Summary Card
Definition
A skeletal and soft-tissue facial pathology that can be described as cleft numbers from 0-14 and can form part of syndromes.
Pathogenesis
Failure of fusion and dehiscence. They occur sporadically and have been linked to exposure and maternal risks.
Tessier Classification
Assigns a number to a craniofacial cleft based on its position relative to the midline. Clefts 0-7 are facial, and 8-14 are cranial.
Types
Numbered 0-14 and can be grouped into oral-nasal, oral-ocular, lateral facial, and cranial clefts.
Management
A multidisciplinary team to treat function, cosmesis, and reconstruct anatomical structures and cavities.
Definition of Craniofacial Cleft
Craniofacial clefts encompass various soft-tissue and bone deformities, classified from 0-14 based on anatomical location.
Craniofacial clefts is an umbrella term that encompasses a wide of soft-tissue and bone deformities. It is a type of craniofacial deformity defined by the American Society of Cleft Lip and Palate.

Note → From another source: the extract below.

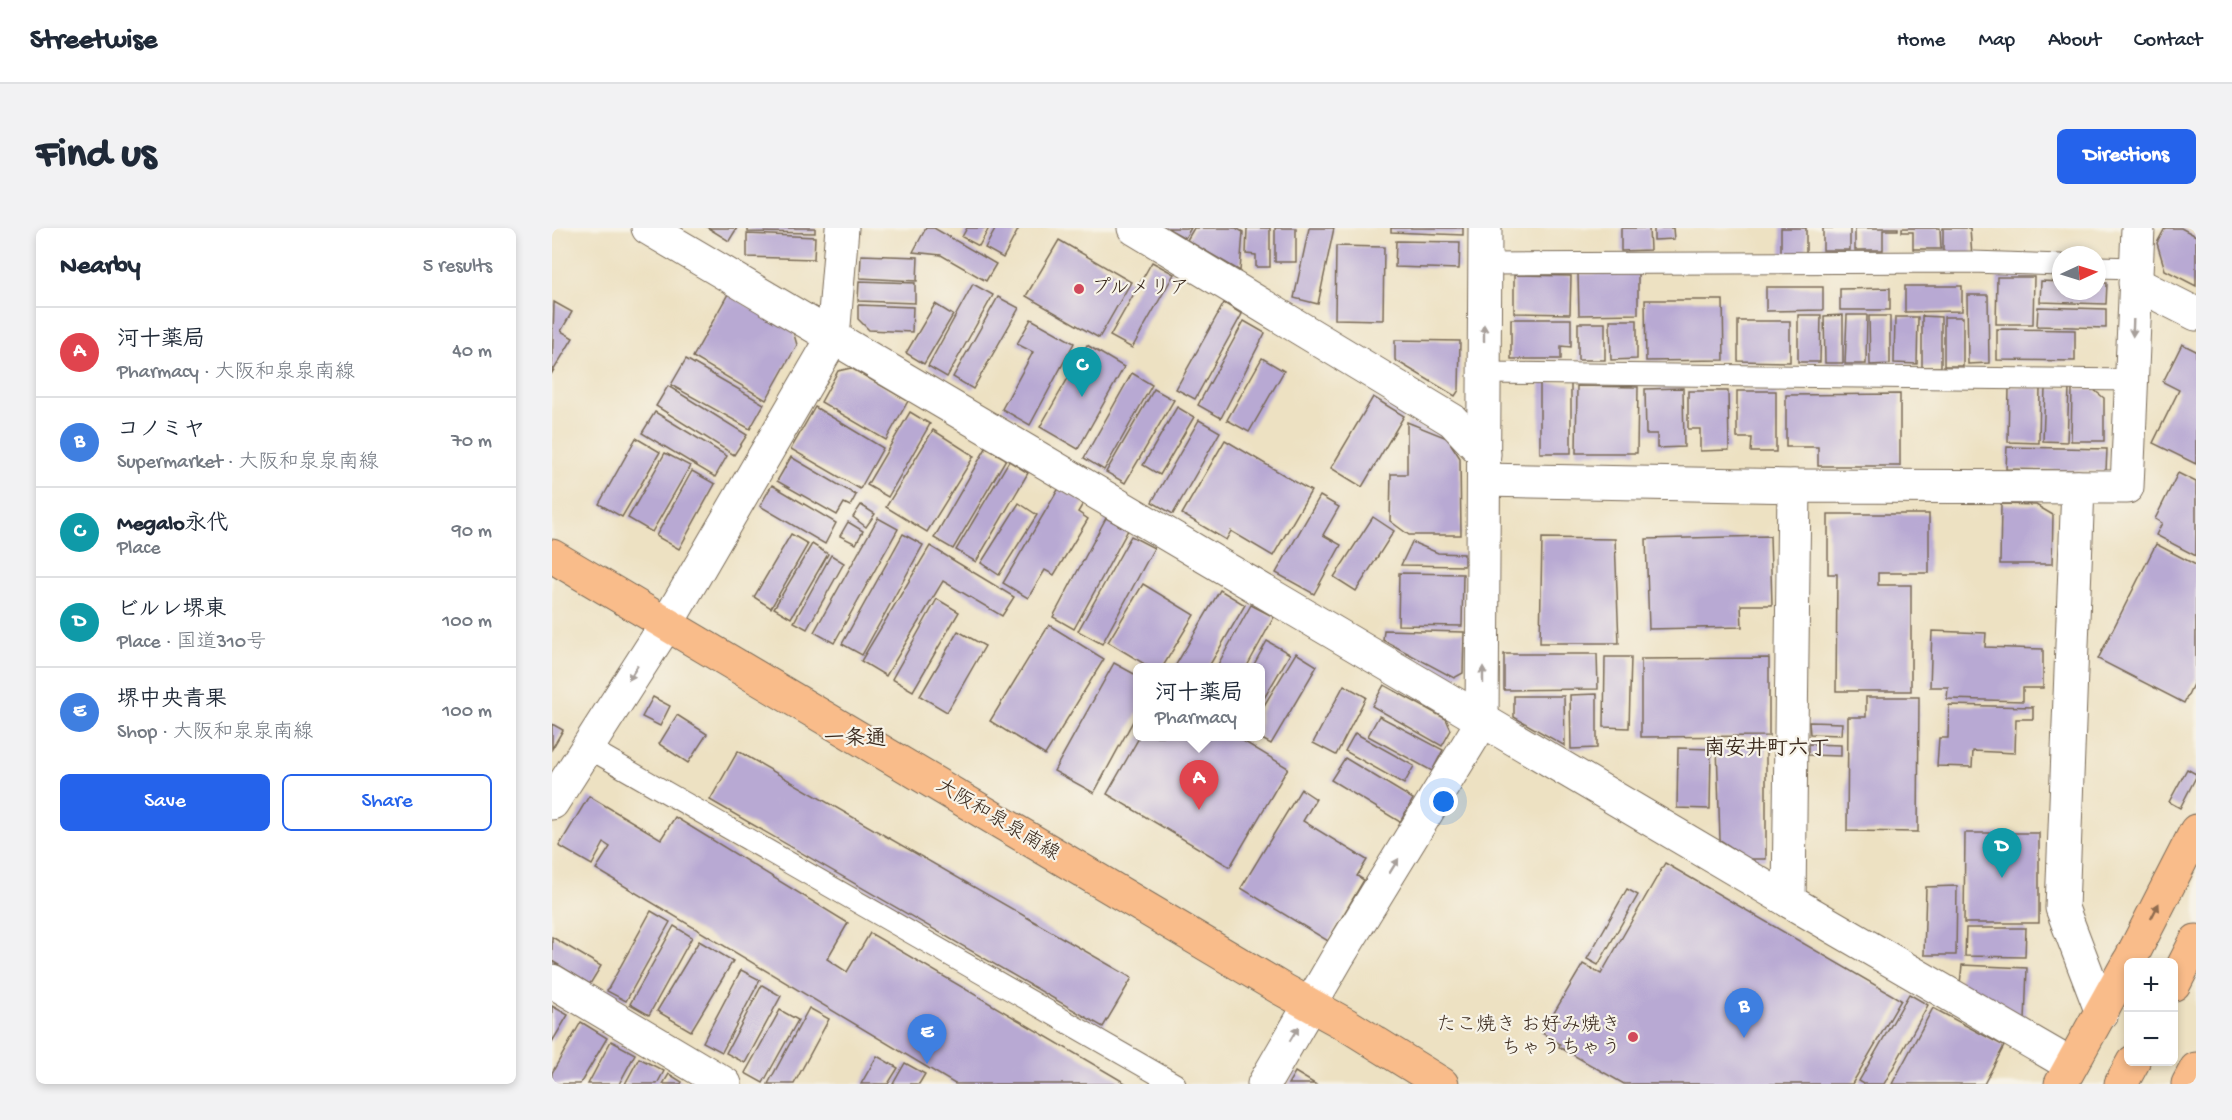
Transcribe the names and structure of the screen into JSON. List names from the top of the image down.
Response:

They can be sub-defined based on the anatomical location:
- Oral-Nasal: Clefts 0-3
- Oral-Ocular: Clefts 4-6
- Lateral Facial: Cleft 7-9
- Cranial: Clefts 10-14
Craniofacial Cleft Pathogenesis
Craniofacial Clefts are caused by a failure of fusion and dehiscence. They occur sporadically and have been linked to exposure and maternal risks.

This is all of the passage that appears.